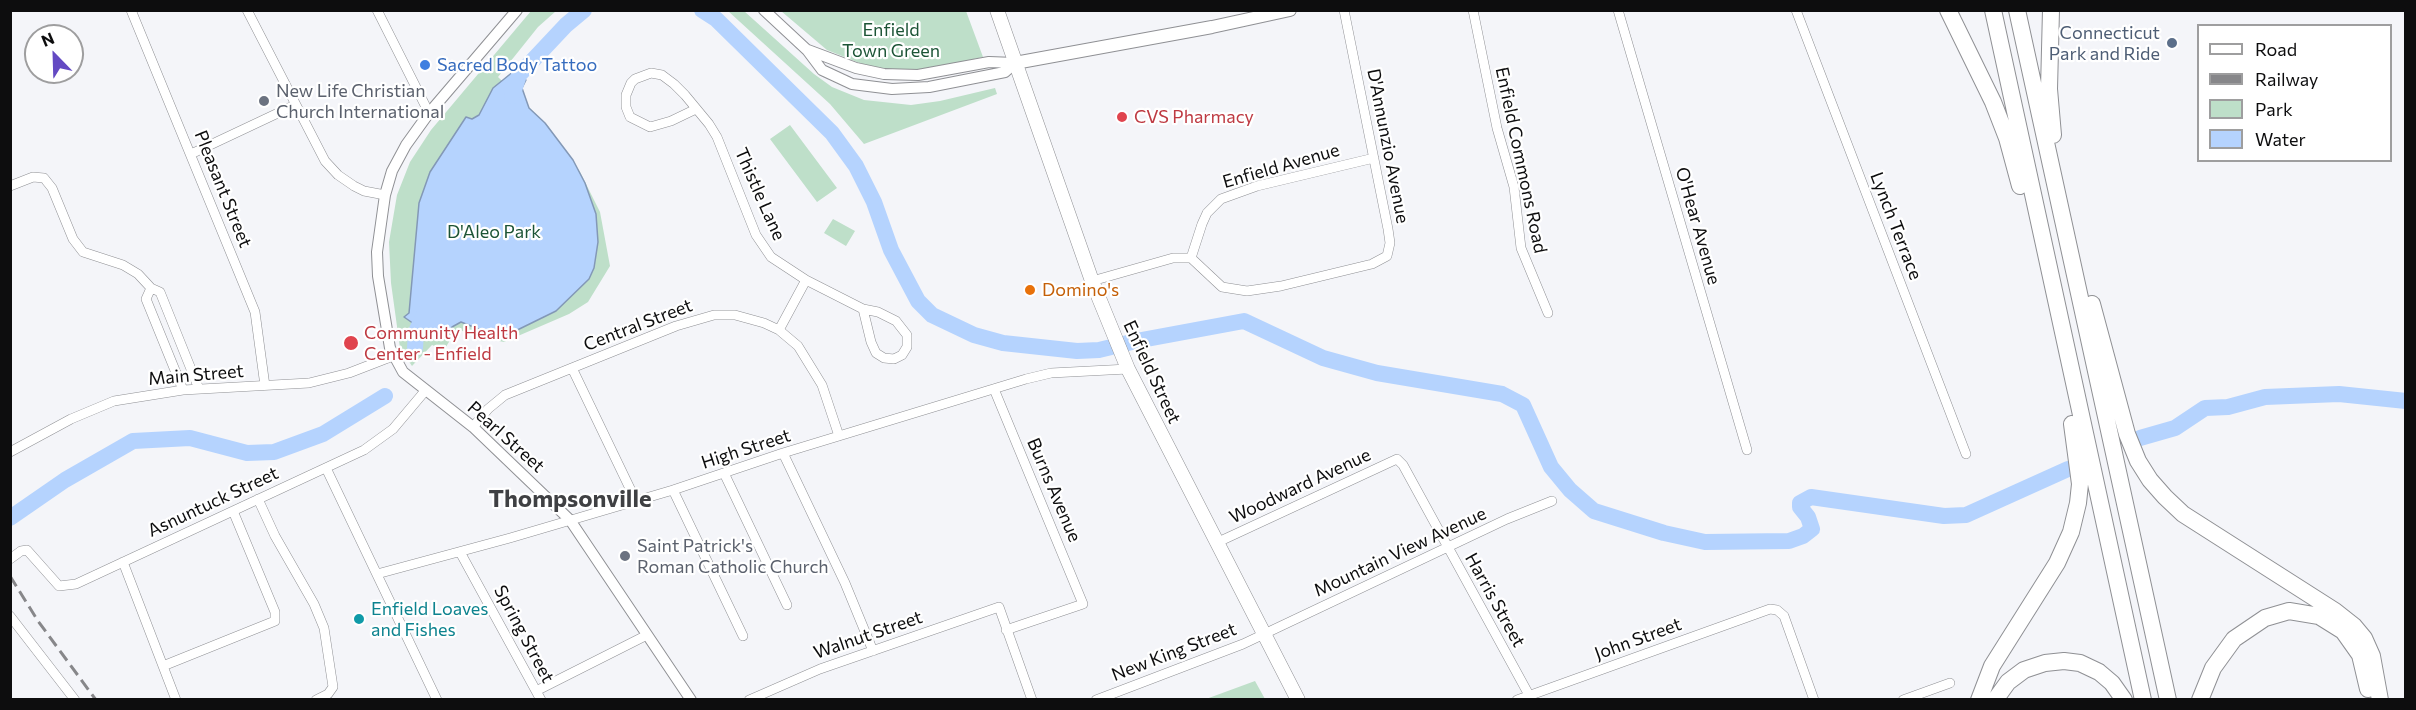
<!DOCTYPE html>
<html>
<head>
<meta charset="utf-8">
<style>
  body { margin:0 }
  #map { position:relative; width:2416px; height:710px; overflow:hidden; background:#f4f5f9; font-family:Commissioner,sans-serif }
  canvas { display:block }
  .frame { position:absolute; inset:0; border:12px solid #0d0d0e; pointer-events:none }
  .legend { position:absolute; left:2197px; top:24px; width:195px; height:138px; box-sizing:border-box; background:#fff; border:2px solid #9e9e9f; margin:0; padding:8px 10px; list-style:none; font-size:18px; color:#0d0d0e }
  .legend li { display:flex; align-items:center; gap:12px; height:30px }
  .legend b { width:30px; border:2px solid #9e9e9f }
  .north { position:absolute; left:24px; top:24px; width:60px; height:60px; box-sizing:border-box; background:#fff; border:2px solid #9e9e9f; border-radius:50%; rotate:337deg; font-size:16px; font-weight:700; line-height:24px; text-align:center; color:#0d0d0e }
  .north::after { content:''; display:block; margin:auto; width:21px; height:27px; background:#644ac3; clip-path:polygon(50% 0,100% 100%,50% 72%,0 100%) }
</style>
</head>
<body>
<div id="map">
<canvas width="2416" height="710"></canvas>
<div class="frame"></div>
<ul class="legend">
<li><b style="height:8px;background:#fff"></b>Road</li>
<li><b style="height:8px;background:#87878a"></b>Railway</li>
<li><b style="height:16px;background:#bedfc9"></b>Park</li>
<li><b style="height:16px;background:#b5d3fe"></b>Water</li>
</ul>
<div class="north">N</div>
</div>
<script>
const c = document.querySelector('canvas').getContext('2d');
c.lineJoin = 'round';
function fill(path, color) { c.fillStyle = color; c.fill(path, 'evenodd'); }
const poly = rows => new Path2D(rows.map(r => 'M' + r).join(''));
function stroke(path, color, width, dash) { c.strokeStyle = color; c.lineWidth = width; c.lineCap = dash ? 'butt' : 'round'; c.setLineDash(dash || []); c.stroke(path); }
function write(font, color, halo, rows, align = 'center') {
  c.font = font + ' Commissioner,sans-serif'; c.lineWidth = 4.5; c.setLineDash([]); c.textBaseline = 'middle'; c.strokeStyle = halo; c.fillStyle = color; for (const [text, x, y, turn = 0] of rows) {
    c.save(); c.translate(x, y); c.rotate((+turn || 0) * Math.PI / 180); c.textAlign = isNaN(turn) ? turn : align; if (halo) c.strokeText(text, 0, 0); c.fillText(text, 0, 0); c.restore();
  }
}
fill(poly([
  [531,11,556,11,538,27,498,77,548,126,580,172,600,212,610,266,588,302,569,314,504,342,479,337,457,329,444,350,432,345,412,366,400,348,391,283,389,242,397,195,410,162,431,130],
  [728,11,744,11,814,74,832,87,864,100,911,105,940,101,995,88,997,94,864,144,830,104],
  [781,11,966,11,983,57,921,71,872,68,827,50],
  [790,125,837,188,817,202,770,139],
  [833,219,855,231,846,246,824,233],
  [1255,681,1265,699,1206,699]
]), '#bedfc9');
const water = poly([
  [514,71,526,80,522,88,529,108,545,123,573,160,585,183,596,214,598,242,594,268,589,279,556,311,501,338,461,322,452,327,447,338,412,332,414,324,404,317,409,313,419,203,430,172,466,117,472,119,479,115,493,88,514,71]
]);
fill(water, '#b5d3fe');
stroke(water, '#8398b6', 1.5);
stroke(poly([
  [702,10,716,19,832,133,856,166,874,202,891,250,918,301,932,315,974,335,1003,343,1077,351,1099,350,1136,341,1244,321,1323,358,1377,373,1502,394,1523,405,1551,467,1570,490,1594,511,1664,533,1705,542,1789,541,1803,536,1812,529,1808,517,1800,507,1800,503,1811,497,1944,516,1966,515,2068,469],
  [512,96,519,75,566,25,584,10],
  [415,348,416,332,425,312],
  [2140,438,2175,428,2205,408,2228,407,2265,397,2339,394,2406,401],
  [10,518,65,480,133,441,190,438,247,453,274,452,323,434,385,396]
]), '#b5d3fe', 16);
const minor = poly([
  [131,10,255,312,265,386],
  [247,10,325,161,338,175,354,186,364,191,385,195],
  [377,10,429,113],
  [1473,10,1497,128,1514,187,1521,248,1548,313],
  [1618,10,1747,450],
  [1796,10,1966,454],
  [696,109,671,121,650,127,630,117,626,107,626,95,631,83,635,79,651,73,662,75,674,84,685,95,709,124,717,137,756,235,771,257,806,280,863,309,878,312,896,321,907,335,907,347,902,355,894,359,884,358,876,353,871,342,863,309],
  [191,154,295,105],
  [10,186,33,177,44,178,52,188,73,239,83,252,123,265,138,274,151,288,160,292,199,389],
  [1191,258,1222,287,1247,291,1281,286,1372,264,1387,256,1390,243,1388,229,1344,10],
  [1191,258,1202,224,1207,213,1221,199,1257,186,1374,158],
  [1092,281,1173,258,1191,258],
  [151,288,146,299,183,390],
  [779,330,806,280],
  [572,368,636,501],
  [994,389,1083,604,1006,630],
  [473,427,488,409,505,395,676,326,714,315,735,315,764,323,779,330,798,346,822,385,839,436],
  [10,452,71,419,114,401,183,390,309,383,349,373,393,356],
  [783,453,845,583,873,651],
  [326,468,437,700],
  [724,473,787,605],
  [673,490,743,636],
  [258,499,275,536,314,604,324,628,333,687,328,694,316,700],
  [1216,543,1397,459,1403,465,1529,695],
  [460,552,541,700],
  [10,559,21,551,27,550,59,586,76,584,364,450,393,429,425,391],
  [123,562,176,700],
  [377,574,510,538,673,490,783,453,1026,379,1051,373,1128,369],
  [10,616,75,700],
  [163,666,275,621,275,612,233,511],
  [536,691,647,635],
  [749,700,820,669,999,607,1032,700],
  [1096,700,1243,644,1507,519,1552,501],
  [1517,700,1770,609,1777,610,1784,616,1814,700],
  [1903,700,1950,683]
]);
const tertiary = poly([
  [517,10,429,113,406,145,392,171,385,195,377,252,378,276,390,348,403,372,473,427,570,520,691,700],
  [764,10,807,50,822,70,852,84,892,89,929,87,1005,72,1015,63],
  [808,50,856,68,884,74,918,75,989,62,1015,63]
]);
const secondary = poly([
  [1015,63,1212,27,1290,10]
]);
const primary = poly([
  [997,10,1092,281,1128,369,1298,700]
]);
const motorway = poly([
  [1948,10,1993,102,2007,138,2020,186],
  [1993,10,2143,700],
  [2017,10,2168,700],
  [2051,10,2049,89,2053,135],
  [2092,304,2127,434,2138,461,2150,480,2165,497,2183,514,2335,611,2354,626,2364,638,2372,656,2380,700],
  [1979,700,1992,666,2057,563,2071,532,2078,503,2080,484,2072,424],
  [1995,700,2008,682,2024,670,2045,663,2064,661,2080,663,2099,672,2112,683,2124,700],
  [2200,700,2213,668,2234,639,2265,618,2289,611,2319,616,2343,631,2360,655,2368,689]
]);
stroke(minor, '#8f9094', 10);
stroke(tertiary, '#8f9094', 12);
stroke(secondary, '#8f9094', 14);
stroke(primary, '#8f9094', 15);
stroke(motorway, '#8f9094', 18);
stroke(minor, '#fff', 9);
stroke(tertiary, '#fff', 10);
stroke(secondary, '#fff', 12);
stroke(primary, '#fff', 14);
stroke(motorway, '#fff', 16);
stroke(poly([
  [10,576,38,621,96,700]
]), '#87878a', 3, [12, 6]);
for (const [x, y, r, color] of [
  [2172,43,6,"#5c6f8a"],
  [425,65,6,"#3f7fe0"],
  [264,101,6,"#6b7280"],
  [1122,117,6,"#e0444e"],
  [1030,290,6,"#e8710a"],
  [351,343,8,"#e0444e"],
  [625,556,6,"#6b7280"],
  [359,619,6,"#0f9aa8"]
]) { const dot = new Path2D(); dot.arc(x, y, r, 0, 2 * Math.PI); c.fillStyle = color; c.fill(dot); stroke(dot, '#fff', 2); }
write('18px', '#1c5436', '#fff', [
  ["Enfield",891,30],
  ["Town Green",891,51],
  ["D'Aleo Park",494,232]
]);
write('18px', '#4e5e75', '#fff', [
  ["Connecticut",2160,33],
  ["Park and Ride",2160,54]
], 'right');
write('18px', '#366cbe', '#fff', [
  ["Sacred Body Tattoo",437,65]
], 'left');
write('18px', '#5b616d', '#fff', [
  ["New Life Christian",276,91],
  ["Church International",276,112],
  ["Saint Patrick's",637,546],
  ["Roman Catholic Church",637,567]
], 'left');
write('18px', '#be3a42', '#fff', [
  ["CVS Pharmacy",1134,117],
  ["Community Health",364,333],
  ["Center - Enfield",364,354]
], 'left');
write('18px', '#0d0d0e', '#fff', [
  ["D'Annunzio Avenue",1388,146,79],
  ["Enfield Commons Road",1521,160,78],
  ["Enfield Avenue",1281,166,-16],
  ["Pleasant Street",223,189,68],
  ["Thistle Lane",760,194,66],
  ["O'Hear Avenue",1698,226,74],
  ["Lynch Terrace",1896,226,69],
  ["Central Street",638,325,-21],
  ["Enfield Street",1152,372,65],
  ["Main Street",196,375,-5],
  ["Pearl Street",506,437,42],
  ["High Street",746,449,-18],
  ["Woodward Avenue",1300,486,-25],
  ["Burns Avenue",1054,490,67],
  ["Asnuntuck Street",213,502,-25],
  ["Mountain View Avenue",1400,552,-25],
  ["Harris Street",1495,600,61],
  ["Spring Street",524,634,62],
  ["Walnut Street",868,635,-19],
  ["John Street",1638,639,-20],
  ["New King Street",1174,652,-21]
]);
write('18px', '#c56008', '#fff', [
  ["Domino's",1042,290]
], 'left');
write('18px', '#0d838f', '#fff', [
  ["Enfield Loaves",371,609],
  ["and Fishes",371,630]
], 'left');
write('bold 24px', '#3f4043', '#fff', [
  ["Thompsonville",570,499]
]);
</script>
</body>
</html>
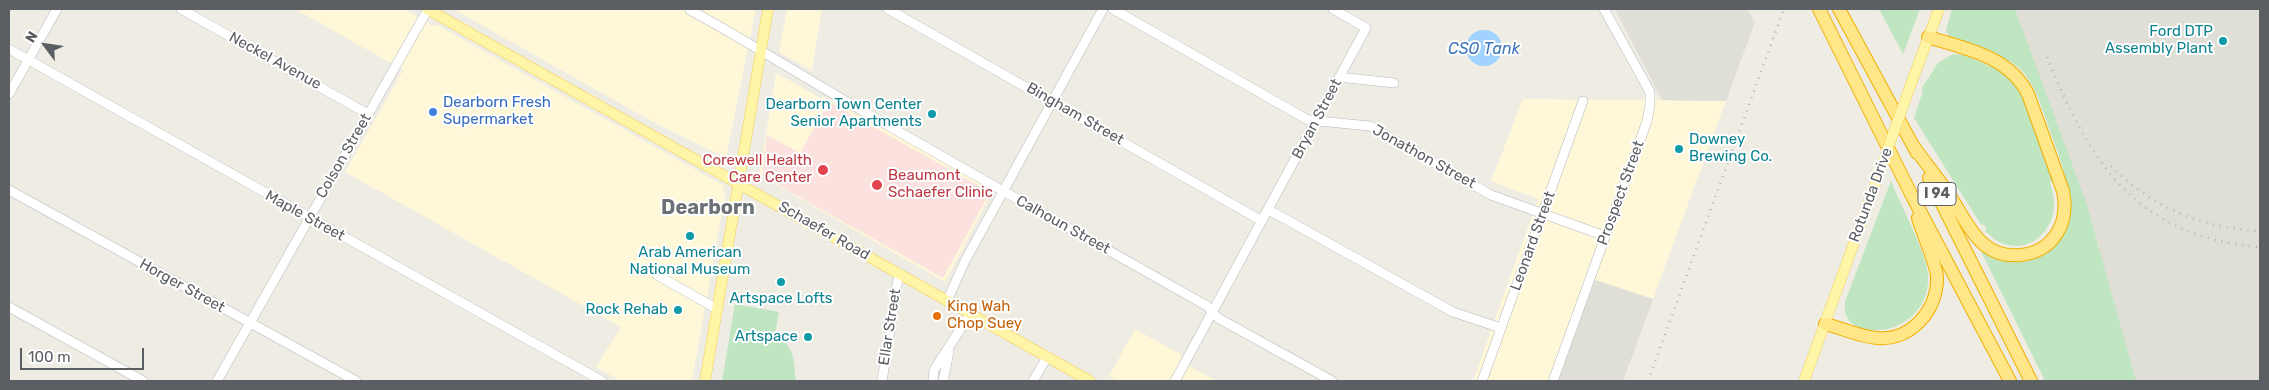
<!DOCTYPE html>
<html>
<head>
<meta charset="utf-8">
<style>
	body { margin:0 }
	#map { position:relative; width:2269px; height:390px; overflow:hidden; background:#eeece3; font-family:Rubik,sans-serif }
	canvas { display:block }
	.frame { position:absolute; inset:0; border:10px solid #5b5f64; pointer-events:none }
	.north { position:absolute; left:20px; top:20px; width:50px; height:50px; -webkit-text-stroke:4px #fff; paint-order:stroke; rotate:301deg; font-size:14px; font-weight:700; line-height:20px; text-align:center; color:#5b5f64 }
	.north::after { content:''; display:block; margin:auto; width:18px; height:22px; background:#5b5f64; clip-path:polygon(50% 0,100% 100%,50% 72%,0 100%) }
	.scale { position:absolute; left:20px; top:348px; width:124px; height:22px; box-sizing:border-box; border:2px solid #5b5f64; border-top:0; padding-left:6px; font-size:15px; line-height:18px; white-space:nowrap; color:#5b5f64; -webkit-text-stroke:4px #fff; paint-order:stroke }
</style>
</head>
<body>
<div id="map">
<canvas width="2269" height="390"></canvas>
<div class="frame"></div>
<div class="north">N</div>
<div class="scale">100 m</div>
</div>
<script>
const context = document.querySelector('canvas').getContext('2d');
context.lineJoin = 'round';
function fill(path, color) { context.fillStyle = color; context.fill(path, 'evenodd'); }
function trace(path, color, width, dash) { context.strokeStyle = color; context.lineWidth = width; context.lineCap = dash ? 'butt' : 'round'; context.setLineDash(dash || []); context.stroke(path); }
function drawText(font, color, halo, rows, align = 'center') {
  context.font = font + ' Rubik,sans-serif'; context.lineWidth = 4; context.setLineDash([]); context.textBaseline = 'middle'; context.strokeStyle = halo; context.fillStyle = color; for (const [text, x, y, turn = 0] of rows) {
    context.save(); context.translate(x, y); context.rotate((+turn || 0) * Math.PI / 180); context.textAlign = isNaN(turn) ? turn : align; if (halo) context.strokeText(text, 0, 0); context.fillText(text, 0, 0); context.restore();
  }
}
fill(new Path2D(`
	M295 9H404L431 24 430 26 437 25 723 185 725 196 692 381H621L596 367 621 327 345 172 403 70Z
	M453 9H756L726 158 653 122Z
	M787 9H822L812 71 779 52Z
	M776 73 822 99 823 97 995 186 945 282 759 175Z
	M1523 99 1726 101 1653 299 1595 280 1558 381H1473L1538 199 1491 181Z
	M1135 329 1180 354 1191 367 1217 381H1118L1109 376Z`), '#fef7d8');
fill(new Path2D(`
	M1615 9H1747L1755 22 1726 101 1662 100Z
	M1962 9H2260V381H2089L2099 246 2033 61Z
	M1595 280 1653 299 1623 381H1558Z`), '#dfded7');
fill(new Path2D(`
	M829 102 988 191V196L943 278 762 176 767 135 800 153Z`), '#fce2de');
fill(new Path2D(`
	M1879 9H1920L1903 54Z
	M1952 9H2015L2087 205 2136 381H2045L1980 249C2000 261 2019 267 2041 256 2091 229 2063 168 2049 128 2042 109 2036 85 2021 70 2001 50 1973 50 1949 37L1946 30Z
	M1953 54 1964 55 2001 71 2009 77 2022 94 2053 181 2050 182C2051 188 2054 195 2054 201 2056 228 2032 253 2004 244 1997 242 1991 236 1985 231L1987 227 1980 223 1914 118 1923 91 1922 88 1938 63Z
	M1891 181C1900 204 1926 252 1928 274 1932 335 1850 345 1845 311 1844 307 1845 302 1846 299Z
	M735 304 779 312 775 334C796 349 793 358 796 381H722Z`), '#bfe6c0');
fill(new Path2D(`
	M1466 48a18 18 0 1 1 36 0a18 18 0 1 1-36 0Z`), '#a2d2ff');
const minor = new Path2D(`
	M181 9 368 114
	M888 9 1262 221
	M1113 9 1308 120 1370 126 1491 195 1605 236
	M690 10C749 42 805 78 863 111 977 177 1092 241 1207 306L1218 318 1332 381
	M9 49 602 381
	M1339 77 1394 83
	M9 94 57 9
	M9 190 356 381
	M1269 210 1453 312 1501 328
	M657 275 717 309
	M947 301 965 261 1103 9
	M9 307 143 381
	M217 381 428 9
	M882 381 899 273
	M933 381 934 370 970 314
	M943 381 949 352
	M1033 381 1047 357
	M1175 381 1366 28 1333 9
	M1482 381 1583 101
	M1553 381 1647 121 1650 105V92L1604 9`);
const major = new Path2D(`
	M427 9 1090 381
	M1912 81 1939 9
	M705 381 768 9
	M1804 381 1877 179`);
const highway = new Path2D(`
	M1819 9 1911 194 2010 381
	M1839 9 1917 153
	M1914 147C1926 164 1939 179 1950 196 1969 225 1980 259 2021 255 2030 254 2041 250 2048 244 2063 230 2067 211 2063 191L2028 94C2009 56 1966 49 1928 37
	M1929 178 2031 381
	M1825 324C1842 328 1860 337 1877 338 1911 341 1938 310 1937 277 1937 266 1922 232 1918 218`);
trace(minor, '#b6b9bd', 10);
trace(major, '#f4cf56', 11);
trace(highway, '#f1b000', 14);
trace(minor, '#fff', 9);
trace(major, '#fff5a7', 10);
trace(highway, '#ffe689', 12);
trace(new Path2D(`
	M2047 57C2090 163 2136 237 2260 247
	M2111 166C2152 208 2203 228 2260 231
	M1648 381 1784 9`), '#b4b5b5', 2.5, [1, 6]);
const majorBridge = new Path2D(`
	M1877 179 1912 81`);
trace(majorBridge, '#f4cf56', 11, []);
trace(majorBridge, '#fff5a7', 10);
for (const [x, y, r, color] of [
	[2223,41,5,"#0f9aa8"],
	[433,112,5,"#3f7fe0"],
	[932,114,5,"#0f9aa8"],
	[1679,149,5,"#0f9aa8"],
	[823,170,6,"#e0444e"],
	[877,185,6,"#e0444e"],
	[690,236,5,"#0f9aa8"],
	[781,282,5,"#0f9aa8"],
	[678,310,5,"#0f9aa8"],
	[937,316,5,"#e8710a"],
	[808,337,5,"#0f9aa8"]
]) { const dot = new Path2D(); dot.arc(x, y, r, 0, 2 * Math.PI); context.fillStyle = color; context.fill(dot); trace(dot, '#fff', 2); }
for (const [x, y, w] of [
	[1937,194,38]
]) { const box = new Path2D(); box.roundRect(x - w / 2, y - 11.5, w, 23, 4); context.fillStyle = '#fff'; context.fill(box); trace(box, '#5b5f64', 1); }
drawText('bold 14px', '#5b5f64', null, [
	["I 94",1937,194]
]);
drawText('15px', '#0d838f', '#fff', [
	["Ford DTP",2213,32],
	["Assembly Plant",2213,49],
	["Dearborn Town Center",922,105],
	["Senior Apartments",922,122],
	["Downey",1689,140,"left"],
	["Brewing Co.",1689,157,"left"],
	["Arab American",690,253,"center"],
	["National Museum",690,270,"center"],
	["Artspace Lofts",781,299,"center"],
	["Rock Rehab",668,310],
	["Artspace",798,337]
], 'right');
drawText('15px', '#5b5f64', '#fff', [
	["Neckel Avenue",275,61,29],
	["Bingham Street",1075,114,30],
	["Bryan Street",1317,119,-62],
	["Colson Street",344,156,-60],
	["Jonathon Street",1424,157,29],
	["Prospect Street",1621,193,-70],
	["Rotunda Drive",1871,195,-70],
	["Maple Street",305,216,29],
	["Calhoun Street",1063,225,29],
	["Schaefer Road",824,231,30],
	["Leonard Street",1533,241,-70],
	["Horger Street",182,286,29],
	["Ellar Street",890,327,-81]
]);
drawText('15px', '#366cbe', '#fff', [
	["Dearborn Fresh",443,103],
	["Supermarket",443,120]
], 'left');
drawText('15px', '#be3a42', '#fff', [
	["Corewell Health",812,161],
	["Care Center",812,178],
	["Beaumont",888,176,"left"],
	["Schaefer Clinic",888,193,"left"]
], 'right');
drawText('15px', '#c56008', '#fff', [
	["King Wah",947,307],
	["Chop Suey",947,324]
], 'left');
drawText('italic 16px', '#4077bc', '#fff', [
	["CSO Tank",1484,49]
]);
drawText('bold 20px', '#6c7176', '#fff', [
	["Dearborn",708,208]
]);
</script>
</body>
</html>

**WORK TO COMPLETE:** Look through the entries above and say how many lines contain "middle", giving nothing but the number.

**SOLUTION TO THIS EXERCISE:** 2